How do people glance over a corporate web site?

There is a lot of science and analytics available for eCommerce web sites. Changes in layout, design, and content immediately translate into changes in clicks and sales. The story is a bit different for a corporate web site that is not transactional, it does not sell anything, it does not have a big signup button, but plays the role of a digital business card for a company. Let’s say the first web site of a startup aimed at investors and the first enterprise customers.

Some things to look at:

  • The most important aspect is probably the look and feel of the site, regardless of the content. Does it look professional and serious (as in of a serious company). If that funky or complex graphic somehow does not look quite right and you can’t put your finger on the spot why, take it out. A professional looking simple graphic is always better than a botched attempt at a complex one. Make sure that copyright year is the current one.

  • This seems obvious, but is often lacking, the site should actually state what it is you do. Try it on people that have no background at all in the market you work in, try it on people that love to put you in well known boxes (i.e., venture capitalists)

  • Different companies need to emphasize different things. For most companies, the founding team and its head shots will be buried in some ‘about’ section of the web site, for very early stage startups, it might need to feature prominently on the first page since it is basically the only asset it has.

  • No one reads a web site top to bottom like a newspaper article.
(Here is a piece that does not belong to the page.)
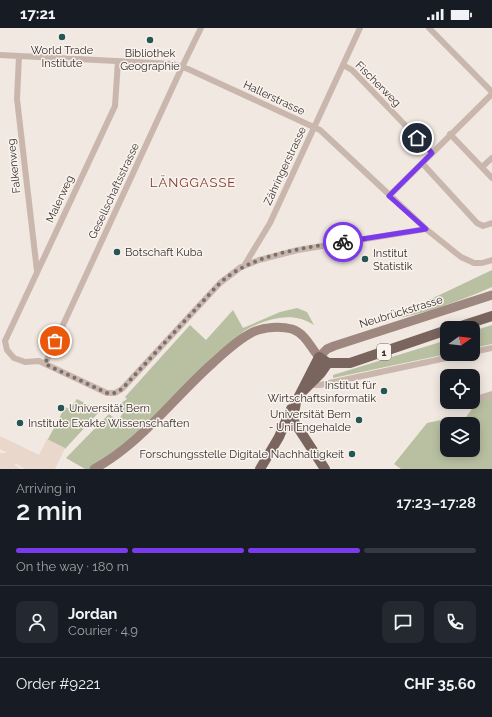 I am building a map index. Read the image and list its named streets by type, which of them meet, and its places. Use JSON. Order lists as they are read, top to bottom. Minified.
{"streets":{"main road":["Neubrückstrasse","1"],"street":["Fischerweg","Hallerstrasse","Falkenweg","Zähringerstrasse","Gesellschaftsstrasse","Malerweg"]},"crossings":[["Fischerweg","Zähringerstrasse"],["Hallerstrasse","Falkenweg"],["Hallerstrasse","Zähringerstrasse"],["Hallerstrasse","Gesellschaftsstrasse"],["Hallerstrasse","Malerweg"],["Falkenweg","Malerweg"],["Gesellschaftsstrasse","Malerweg"],["Neubrückstrasse","1"]],"districts":["LÄNGGASSE"],"places":["World Trade Institute","Bibliothek Geographie","Botschaft Kuba","Institut Statistik","Institut für Wirtschaftsinformatik","Universität Bern","Universität Bern - Uni Engehalde","Institute Exakte Wissenschaften","Forschungsstelle Digitale Nachhaltigkeit"],"north":"right","page":{"status":"17:21","heading":["2 min","Arriving in","17:23–17:28"],"panel":["Jordan","Courier · 4.9","Order #9221","CHF 35.60"],"bar":"On the way · 180 m"}}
Instead, people glance. Read a headline, look a the small text below a photo, read a random paragraph. Don’t arrange content in order of importance solely, but think about the visual hierarchy. A small picture might grab more attention than the big cliche headline.

  • It is tempting to lift stories from presentations and translate them to the web site. The founding story of how it all began to where you are now including that big pivot in 2020, the market gap analysis that is the start of your investor pitch deck. These stories need a place, but maybe not on the home page of your web page.

  • Avoid jargon. “Ah, this site is filled with blah blah” and people will stop reading. But do include language that is common in the industry you are working in.

  • Make sure that the site has the details that should be there: contact details, etc.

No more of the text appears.